I solved it! And it is great!! The infamous "two switches" puzzle does have a solution, and it isn't a trick; it is a pure logic puzzle. Actually it is a great logic puzzle, because after you work out the solution, you discover a little teeny crummy thing that makes the solution not the solution, and then you have to figure out a way around it. Excellent.
So, first, here's the puzzle [ courtesy of techInterview ]:
I actually think this puzzle is too hard to give in a technical interview. Perhaps many of you are thinking "what's he talking about, that puzzle was trivial" (!) But for me this was a three-bike-ride puzzle, and although some candidates might really enjoy puzzling it out, to expect them to figure it out in fifteen minutes is unrealistic. (As we noted before in Moving Mount Fuji, you want to use puzzles which all good candidates can solve, so as to detect bad candidates.)
Okay, on to the solution. First let me give the "correct except for a little teeny crummy thing" solution:
The prisoners get together and nominate one prisoner as the "leader". All the other prisoners are equivalent. The leader is going to count how many different prisoners have visited the switch room. When the count equals the number of prisoners, he goes to the warden and says "all the prisoners have visited", and everyone goes free. Here's the strategy for the followers and the leader:
That's it! Each prisoner will toggle switch A on exactly once. Only the leader can toggle switch A off, and he will count each time he does so. Each time switch A is on it means a different prisoner has toggled it. When the count equals the number of prisoners, you're done!
Make sure you understand my convoluted explanation before going on. Hopefully you will have clear that the switch room holds one state, and how the leader and the followers interact.

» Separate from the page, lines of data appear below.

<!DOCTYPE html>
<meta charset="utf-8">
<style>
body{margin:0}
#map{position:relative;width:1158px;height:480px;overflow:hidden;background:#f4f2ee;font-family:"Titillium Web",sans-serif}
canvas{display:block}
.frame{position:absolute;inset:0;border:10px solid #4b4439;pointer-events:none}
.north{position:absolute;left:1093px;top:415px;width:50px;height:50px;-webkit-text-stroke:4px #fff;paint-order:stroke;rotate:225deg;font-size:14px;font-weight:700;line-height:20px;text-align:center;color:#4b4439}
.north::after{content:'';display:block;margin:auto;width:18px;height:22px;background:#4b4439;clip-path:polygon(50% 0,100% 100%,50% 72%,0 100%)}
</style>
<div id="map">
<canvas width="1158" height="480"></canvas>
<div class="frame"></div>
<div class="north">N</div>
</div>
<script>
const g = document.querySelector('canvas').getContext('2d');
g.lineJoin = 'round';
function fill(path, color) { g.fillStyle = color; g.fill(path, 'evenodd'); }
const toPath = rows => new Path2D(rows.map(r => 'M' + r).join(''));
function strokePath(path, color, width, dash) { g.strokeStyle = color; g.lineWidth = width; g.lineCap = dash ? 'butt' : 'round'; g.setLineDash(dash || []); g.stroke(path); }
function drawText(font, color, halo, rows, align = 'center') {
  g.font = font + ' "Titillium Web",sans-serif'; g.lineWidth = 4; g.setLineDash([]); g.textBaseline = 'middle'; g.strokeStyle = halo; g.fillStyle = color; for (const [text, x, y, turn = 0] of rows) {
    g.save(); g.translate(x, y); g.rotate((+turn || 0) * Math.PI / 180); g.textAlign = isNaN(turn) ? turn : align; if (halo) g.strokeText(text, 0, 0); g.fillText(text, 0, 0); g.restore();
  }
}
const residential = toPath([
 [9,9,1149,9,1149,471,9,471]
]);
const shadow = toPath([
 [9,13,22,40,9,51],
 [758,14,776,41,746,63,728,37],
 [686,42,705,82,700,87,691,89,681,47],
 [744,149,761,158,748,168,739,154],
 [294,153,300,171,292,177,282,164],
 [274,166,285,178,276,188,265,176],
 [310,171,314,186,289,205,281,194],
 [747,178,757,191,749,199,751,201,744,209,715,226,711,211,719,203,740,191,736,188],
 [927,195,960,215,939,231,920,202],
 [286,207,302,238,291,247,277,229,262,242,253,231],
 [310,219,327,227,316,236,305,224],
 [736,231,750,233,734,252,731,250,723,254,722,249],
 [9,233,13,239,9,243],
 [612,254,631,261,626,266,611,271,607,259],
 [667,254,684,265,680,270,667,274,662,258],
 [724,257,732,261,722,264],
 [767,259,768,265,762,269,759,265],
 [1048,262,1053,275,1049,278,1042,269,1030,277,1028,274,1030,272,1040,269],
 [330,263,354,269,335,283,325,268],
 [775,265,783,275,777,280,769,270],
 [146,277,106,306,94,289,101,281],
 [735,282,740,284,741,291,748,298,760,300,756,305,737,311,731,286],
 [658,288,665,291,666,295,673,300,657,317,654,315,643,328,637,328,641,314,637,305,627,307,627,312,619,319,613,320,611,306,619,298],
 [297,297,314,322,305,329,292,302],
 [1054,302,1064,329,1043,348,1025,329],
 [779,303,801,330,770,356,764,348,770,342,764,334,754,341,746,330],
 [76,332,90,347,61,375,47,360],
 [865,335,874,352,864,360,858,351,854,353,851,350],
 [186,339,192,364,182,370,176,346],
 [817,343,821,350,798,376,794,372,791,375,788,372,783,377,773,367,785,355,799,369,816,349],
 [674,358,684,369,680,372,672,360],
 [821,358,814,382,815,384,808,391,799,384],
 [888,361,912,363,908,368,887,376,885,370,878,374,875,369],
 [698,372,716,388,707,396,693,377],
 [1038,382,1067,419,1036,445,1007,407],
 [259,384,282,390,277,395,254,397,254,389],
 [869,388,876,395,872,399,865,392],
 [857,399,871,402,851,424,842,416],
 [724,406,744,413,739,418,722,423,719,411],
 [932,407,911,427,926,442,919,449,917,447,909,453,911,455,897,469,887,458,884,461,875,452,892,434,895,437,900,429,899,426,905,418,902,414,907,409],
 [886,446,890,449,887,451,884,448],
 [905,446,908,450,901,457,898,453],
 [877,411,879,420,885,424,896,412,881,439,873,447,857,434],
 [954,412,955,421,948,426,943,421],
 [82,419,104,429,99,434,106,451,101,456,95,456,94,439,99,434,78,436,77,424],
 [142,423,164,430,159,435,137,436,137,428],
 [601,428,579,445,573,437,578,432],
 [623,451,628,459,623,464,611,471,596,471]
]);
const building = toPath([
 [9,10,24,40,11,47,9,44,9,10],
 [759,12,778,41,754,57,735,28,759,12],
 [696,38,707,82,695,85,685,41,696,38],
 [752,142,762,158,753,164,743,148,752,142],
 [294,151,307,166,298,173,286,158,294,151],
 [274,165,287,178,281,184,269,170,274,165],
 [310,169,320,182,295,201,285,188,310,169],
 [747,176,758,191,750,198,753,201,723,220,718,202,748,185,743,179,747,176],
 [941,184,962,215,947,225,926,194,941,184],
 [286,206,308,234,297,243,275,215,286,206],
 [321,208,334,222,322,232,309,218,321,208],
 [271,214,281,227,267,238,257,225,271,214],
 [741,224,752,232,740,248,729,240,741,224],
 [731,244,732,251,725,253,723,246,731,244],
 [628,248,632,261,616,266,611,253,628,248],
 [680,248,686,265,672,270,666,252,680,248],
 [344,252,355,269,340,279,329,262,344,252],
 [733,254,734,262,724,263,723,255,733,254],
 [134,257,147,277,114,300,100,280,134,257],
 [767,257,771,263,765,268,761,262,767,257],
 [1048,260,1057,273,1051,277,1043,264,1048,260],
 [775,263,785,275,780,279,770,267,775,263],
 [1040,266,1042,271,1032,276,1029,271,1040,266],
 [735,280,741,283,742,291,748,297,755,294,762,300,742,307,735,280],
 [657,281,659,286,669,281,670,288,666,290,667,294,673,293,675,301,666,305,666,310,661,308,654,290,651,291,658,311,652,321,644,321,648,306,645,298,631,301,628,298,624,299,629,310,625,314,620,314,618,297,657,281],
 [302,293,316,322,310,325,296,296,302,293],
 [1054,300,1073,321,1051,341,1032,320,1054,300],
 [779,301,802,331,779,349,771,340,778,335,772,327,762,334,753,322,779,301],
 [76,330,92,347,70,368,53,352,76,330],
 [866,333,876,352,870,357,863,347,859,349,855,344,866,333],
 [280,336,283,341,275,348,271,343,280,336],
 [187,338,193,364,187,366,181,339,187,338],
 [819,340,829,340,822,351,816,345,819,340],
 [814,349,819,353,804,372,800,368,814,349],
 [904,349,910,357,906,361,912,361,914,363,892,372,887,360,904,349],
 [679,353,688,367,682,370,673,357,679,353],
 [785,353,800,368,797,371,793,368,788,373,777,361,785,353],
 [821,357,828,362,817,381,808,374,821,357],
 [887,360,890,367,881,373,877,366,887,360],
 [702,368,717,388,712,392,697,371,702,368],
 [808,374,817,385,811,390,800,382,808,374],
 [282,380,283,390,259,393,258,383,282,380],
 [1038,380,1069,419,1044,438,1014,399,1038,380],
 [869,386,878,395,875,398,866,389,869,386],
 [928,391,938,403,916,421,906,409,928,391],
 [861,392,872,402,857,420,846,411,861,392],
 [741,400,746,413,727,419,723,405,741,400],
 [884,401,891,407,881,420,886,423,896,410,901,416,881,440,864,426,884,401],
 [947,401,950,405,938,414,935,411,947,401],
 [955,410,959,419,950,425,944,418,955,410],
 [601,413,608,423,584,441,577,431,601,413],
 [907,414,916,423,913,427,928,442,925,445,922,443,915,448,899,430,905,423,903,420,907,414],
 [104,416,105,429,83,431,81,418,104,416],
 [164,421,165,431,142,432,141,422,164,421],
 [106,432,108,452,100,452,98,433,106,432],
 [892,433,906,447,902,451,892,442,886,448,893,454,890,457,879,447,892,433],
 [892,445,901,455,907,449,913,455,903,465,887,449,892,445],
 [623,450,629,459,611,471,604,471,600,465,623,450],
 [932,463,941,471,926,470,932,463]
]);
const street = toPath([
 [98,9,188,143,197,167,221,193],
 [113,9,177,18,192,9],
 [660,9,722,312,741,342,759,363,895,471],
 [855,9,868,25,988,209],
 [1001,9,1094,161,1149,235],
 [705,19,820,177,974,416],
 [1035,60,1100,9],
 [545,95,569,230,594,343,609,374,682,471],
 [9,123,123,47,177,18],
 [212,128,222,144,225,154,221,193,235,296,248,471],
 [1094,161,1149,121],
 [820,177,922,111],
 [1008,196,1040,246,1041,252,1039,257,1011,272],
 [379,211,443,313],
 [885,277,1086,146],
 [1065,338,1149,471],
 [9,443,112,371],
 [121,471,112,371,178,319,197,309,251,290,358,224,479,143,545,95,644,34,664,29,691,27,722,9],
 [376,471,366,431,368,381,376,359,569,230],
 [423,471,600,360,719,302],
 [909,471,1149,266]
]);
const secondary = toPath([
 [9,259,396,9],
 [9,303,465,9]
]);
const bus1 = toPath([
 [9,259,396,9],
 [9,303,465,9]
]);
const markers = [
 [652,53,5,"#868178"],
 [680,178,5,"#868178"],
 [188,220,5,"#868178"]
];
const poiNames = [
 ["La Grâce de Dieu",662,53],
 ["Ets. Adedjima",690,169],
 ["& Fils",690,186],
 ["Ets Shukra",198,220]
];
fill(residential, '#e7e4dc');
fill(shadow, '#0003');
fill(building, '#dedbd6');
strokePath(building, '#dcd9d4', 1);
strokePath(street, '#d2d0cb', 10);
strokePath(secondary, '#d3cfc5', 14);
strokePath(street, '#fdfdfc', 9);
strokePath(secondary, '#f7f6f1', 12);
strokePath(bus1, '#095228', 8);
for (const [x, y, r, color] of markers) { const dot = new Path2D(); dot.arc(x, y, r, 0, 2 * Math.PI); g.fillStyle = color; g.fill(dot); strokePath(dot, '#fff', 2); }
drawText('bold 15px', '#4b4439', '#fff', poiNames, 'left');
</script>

A key complication in the puzzle is that the initial state is not known. If the initial state were known - let's say the switches were both off - then there would not be a problem, and we'd be done. But this complication actually means the strategy outlined above won't work exactly right. Here's why. The initial state of switch A can be either off or on. If switch A is off, there is no problem. If a follower visits first, they'll toggle switch A on, and when the leader visits, he'll toggle switch A to off and the count will be one. If the leader visits first he'll do nothing since switch A is already off. All will be cool. But if the initial state of switch A is on, then there's a problem. Nothing will happen until the leader visits, and he'll toggle switch A off and set the count to one. But - his count will be off by one! The leader cannot tell the difference between 'initial state off, one follower visited' and 'initial state on, zero followers visited'. This matters because if the leader is off by one, he'll either wait forever for a last follower who doesn't exist (prisoners remain prisoners), or he'll tell the warden everyone has visited when one prisoner still hasn't (prisoners fed to alligators). So - what to do?
The crux of the complication is that the leader can't know whether the first "switch A on" was created by a follower. So the solution has to be - nobody can do anything until the leader has visited at least once.
The prisoners get together and nominate one prisoner as the "leader". All the other prisoners are equivalent. The leader is going to count how many different prisoners have visited the switch room. When the count equals the number of prisoners, he goes to the warden and says "all the prisoners have visited", and everyone goes free. Here's the strategy for the leader and the followers:
The additions to the strategy are italicized. Each follower must remember two things, 1) whether they've seen switch A on during any previous visit, and 2) whether they've previously toggled switch A. They must have seen switch A on before toggling it on themselves, and they will only toggle it on once. The leader must remember two things also, 1) whether he toggled switch A on during his previous visit, and 2) the current count of followers who have toggled switch A.
To see how this handles the initial state complication, let's consider the possibilities. If the initial state of switch A is off, then nothing will happen until the leader visits, because no follower will have previously seen an on state. If the initial state of switch A is on, then again nothing will happen until the leader visits, because only he can turn switch A off. Since nothing happens until the leader visits, the initial state ambiguity is settled; the leader can be sure that the state of switch A has not been disturbed since the start.
So there you have it - a terrific logic puzzle, with a depth that is belied by the apparent simplicity of the situation. Note that the solution would be the same no matter how many prisoners there were - I don't know if asking the question with 1000 prisoners or n prisoners would have made it easier. (Somehow the number 23 suggests a specific value, doesn't it?)